- WHAT YOU ARE ASKED TO DO:
Could you show all lines in the entries below that contain the string "menu"?
++++++++++++++++++++
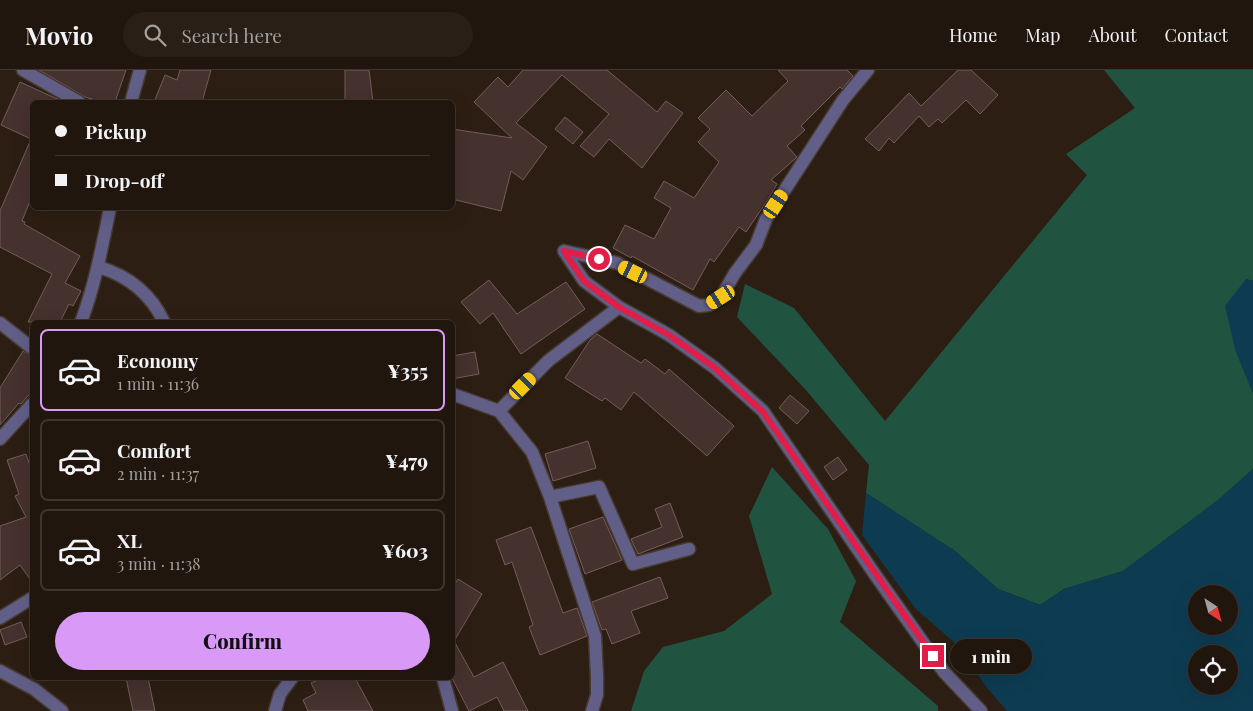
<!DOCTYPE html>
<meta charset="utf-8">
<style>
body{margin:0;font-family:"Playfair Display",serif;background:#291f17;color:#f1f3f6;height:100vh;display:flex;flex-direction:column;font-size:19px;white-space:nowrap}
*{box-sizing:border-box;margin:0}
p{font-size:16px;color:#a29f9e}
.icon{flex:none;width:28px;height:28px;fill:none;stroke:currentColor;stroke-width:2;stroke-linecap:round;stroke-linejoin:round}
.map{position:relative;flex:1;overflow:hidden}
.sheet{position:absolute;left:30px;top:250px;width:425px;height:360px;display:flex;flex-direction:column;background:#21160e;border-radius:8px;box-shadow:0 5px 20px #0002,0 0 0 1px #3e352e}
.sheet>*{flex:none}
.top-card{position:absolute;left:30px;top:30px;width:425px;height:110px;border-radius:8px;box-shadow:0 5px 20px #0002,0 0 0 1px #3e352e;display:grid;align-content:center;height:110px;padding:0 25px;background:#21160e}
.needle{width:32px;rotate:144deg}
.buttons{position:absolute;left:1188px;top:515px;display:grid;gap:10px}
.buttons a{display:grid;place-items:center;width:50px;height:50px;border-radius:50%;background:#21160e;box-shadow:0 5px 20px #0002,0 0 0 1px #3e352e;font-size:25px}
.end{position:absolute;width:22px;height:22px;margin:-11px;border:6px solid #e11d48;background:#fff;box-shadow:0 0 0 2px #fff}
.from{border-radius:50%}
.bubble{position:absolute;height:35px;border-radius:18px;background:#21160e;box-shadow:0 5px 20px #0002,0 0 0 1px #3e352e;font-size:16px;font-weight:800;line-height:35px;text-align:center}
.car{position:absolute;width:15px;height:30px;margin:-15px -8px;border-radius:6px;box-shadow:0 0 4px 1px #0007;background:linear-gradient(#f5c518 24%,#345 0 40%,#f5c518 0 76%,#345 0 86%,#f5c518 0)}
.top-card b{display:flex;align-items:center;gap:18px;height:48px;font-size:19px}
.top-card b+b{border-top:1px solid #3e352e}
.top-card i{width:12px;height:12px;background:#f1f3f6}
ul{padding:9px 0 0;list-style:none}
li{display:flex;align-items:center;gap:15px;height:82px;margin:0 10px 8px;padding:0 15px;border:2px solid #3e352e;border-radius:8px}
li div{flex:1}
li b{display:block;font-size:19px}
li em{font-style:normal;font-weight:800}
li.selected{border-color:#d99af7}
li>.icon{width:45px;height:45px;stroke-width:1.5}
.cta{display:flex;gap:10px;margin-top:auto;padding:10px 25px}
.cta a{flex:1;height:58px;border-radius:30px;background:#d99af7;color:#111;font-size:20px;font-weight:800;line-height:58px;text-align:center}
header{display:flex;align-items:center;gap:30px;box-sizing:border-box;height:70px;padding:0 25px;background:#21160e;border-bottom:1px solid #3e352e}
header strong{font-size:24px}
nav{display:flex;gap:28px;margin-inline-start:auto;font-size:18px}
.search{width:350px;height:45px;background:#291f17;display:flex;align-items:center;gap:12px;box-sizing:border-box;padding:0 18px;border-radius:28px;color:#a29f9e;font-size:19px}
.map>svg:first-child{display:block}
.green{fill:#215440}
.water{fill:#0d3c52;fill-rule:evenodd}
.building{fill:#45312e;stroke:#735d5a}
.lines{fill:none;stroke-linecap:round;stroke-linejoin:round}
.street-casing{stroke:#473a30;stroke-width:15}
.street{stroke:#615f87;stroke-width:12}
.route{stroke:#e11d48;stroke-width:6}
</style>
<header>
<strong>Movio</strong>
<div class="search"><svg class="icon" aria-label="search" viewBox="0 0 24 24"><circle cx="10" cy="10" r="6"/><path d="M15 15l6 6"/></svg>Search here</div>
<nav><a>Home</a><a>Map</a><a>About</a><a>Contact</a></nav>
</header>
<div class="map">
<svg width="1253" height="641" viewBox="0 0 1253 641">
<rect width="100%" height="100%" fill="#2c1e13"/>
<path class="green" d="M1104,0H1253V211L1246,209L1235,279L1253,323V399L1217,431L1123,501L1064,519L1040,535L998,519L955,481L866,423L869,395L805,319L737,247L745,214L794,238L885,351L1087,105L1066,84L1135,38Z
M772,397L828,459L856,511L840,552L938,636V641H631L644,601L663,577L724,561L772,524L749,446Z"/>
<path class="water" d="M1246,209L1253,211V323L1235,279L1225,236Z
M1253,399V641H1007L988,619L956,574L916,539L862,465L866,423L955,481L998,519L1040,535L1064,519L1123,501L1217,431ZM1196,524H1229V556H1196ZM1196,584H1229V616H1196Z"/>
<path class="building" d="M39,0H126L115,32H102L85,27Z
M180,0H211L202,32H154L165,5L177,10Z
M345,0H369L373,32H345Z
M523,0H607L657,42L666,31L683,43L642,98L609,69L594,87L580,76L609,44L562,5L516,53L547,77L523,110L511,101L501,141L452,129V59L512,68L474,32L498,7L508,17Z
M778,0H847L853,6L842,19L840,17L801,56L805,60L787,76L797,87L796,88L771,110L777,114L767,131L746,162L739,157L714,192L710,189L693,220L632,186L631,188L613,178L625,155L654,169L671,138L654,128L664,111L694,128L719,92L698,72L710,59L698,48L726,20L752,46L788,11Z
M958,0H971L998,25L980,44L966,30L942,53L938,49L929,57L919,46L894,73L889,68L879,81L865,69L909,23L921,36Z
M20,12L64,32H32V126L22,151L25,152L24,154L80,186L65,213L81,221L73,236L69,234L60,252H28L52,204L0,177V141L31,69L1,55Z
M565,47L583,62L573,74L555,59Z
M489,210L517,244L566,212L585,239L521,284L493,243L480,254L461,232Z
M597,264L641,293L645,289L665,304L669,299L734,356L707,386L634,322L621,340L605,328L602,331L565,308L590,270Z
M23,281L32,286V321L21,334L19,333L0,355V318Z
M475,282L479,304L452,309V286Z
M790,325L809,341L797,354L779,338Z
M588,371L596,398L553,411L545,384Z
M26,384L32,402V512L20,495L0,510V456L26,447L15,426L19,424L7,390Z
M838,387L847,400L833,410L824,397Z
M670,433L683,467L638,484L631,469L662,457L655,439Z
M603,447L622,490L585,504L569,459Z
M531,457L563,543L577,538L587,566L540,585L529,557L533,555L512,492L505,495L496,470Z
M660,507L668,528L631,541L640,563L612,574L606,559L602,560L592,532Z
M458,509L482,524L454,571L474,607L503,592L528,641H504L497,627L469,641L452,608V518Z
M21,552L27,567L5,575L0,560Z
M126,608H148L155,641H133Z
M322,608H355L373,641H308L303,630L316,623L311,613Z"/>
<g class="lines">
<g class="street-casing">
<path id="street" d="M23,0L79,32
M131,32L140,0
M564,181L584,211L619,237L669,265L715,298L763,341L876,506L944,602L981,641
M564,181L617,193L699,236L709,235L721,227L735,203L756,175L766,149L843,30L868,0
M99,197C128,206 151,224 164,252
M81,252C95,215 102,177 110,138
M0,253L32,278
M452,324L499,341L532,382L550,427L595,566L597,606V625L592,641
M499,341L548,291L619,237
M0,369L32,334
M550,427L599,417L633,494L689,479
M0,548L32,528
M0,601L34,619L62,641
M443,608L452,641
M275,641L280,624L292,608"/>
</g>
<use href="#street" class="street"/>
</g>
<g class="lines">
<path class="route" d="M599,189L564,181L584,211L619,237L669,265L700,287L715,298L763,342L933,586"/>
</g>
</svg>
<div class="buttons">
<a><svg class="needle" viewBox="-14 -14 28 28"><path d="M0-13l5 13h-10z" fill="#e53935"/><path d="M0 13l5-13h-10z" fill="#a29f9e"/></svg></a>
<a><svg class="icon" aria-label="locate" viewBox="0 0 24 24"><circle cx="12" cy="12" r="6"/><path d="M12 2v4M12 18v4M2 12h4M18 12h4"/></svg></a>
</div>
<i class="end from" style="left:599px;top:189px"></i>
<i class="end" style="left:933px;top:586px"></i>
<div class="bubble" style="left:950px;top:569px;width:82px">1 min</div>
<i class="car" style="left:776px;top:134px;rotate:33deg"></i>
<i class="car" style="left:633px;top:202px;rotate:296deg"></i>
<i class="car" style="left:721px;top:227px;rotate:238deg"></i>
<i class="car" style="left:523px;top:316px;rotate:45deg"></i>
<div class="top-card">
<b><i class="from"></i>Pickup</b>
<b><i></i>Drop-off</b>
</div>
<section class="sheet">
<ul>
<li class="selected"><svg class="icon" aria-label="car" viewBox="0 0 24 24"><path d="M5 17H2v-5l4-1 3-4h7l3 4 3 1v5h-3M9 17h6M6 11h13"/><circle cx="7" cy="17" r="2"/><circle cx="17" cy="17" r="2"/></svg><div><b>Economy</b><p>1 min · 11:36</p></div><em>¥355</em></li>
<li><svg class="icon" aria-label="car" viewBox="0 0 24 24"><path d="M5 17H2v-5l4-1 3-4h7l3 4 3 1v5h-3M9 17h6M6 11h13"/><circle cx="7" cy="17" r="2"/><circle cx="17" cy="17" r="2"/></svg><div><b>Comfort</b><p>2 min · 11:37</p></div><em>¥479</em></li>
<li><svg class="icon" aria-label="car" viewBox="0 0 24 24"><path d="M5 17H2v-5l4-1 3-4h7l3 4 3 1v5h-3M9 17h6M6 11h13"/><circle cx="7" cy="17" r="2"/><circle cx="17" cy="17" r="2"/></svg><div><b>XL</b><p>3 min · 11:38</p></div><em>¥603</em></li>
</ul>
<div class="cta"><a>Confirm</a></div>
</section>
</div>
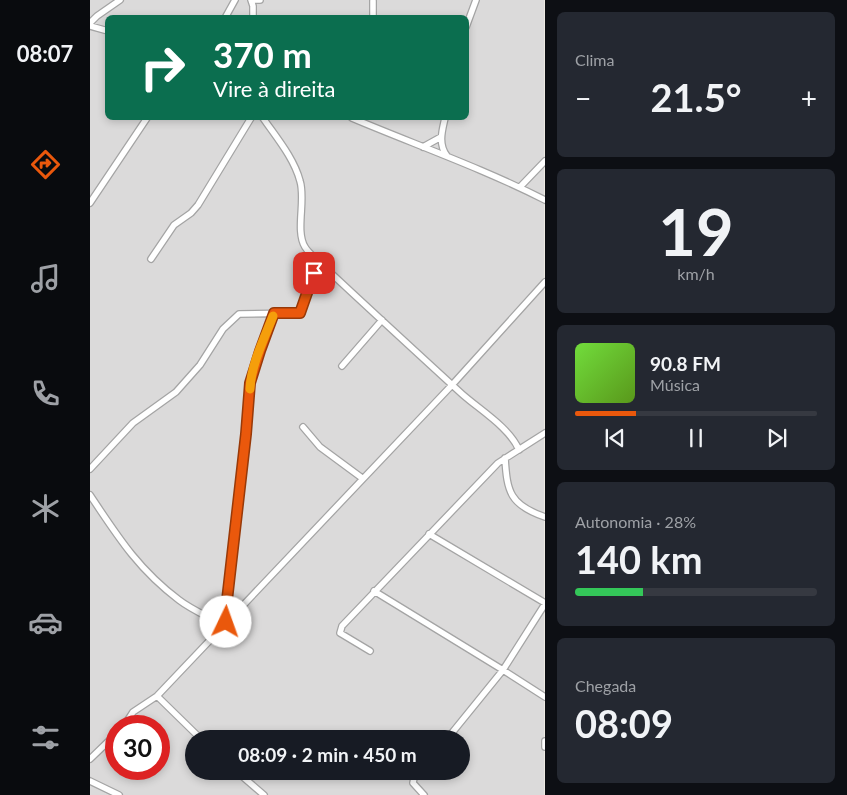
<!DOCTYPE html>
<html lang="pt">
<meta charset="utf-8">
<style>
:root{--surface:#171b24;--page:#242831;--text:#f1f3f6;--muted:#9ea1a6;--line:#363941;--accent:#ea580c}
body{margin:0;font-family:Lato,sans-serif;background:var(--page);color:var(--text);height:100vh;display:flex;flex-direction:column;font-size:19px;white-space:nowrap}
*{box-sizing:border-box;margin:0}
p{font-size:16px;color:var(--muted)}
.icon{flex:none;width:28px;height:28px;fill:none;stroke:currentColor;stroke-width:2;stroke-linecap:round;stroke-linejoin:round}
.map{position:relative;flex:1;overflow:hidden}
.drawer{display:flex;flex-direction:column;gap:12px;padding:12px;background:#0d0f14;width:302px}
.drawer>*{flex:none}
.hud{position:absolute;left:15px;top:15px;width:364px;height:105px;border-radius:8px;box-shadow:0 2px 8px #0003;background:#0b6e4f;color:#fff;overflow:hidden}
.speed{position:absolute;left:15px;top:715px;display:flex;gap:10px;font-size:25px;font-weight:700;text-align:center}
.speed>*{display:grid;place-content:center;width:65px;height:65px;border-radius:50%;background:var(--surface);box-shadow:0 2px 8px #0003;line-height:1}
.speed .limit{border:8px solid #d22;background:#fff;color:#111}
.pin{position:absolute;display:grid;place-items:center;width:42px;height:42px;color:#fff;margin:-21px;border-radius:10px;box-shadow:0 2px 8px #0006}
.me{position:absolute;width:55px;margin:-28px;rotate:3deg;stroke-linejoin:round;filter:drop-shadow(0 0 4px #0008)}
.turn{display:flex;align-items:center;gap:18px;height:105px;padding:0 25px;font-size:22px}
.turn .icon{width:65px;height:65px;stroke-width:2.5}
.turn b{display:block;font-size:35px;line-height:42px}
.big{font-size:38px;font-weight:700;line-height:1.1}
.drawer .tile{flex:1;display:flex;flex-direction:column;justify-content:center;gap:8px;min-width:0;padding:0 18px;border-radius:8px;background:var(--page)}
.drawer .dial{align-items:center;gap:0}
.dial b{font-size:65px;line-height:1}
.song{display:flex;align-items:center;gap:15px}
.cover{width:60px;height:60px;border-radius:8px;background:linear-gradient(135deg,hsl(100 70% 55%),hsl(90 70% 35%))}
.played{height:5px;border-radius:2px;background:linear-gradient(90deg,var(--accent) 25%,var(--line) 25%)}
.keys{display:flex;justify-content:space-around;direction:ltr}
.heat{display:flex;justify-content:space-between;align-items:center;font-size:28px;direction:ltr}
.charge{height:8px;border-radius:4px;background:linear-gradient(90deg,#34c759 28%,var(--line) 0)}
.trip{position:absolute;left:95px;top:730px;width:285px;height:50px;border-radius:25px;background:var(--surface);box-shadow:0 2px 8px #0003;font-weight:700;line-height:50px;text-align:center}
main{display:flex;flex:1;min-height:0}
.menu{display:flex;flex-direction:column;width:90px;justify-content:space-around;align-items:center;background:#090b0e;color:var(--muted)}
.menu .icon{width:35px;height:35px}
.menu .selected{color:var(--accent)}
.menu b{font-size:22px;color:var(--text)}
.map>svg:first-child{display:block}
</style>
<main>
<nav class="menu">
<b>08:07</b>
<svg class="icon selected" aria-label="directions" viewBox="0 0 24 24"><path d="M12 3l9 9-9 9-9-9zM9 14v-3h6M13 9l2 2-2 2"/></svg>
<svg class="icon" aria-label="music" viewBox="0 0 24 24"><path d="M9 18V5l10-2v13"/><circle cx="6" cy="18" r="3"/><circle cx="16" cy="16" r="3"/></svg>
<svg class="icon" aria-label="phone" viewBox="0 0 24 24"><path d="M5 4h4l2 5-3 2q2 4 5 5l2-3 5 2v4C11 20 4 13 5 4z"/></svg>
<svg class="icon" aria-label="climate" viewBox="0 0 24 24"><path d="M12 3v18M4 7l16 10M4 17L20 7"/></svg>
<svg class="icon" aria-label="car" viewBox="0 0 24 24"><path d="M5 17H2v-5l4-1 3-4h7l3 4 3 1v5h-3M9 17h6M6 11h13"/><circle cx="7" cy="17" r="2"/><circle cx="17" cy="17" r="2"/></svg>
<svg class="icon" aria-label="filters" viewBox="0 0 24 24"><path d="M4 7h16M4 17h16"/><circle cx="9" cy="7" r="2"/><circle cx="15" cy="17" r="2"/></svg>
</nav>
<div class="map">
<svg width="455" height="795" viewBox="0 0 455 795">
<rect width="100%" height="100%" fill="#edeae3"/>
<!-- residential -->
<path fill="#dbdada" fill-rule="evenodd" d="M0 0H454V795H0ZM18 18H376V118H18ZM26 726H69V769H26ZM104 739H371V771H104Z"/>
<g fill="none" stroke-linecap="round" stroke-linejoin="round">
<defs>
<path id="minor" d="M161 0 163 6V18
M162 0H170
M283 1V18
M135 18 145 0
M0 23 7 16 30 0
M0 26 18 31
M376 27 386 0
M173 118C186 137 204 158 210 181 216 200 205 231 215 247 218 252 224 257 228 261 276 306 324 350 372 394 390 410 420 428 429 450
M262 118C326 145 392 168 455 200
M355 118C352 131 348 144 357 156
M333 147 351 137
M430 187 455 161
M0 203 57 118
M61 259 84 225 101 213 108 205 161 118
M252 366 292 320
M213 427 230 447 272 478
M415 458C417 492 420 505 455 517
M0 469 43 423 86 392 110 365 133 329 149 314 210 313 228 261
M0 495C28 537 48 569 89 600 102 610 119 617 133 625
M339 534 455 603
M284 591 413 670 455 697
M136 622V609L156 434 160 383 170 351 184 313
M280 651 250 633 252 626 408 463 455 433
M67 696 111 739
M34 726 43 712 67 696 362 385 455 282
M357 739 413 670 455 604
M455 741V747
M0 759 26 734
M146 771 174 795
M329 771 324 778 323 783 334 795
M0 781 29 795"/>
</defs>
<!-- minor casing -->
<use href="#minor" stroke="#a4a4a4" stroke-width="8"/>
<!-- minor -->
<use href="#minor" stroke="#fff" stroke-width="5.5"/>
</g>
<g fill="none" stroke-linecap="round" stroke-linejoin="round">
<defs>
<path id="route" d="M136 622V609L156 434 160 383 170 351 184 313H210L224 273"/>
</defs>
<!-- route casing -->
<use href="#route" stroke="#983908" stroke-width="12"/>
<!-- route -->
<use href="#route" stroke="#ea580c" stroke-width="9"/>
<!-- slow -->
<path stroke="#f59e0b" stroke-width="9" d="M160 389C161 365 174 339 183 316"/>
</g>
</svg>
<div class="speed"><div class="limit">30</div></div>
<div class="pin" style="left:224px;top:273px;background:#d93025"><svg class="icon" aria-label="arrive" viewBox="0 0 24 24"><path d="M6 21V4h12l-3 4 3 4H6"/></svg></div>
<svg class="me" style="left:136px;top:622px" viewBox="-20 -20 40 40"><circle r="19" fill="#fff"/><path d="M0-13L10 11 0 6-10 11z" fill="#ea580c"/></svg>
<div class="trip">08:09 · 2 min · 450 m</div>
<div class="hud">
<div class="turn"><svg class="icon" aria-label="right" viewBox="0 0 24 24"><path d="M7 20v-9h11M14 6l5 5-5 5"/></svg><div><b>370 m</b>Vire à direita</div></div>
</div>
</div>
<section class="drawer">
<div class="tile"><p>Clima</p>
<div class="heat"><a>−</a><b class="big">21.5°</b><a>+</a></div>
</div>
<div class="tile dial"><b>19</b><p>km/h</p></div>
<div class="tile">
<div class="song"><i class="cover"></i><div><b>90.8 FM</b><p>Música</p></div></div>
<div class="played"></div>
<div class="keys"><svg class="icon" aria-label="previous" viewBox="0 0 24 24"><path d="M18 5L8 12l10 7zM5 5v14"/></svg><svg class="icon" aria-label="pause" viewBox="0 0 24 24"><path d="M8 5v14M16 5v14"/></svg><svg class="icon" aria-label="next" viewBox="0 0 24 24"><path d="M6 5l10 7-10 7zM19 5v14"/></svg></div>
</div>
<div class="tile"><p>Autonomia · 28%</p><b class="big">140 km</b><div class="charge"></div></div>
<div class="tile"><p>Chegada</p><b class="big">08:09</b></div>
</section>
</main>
++++++++++++++++++++
- RESPONSE TO THIS TASK:
.menu{display:flex;flex-direction:column;width:90px;justify-content:space-around;align-items:center;background:#090b0e;color:var(--muted)}
.menu .icon{width:35px;height:35px}
.menu .selected{color:var(--accent)}
.menu b{font-size:22px;color:var(--text)}
<nav class="menu">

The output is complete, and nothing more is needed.